En mi niñez la santidad era otra cosa. Los santos vivían en el extrarradio del mundo. Contaban de algunos que se habían negado a alimentarse con el pecho materno para no contaminarse con la carne siempre pecadora de la mujer. Eran muchos los que morían sin haber mirado nunca un rostro femenino, ni siquiera el materno. Y las mujeres santas jamás conocieron varón. Lo masculino era ocasión de pecado para ellas. Era una santidad blanca, de gorettis y teresitas de Lisieu, de bendita sea tu pureza y eternamente lo sea. Juntos a Papas opulentos de tiaras coronados había hombres de boina y mujeres de delantal sopero.

Hoy los santos son otra cosa. Viajan en AVE, Concorde, coches blindados, con escolta policial, con reyes y mandatarios de rodillas besando anillos. No hay obreros de la Fiat ni empleadas de hogar. Si acaso alguno, como para despistar.
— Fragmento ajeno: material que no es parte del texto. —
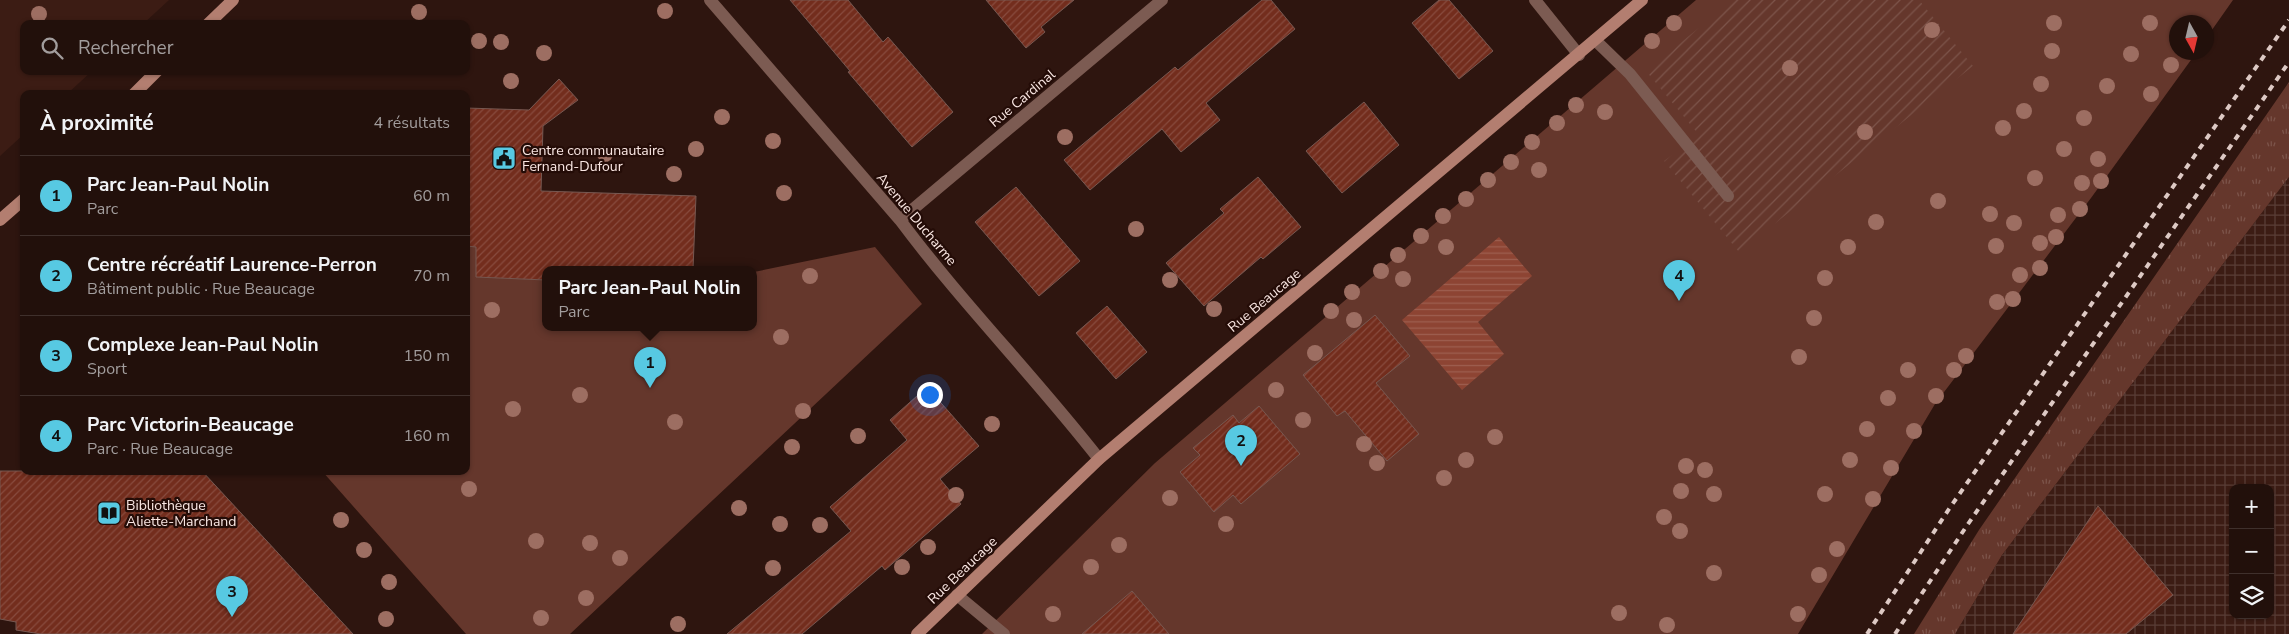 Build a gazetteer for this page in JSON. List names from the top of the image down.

Häring, Congar, Küng, Pagola, José María Castillo, Arregui están excluidos de sus cátedras. Pusieron su esfuerzo creador al servicio del evangelio, indagando caminos nuevos, acercando la cruz al hambre, haciendo del hombre Jesús una projimidad en la construcción de un mundo más humano, más libre, más justo. Pero estorbaban a los Bertones, los Cañizares, los Roucos, los Ratzinger. Acercaron la teología a la humanidad, a sus preocupaciones, a sus aspiraciones de dignidad. Dicen los apologetas de Benedicto XVI que el Papa actual es un gran teólogo. Simplemente, no. Es más bien un conocedor de la historia de la teología. El teólogo auténtico, como cualquiera que destaca en su disciplina, es un creador, un poeta. Ratzinger es un repetidor y eso no da estatura intelectual.

¿Habrá que decir algo sobre la teología de la liberación? Siempre se me antojó un pleonasmo esa superposición terminológica. ¿Es posible una teología que no sea liberación? No. Pero es más cómoda esa otra pseudo elaboración por opiácea, por anestesiante, por alienante. Y en esa estamos. Condenemos el sexo, excluyamos a la mujer, anatematicemos la dignidad de la muerte, prioricemos la misa dominical sobre el amor comprometido, disfrutemos de recibimientos apoteósicos de papas viajeros, encumbremos a balagueres-opus-argüellos ajenos al preservativo, al amor homosexual y hagamos del derecho canónico un sustituto amortajado del evangelio vivo. Es más productivo el dios-castigador que esparce sida, resignación en lugar de justicia, conformidad en lugar de rebelión.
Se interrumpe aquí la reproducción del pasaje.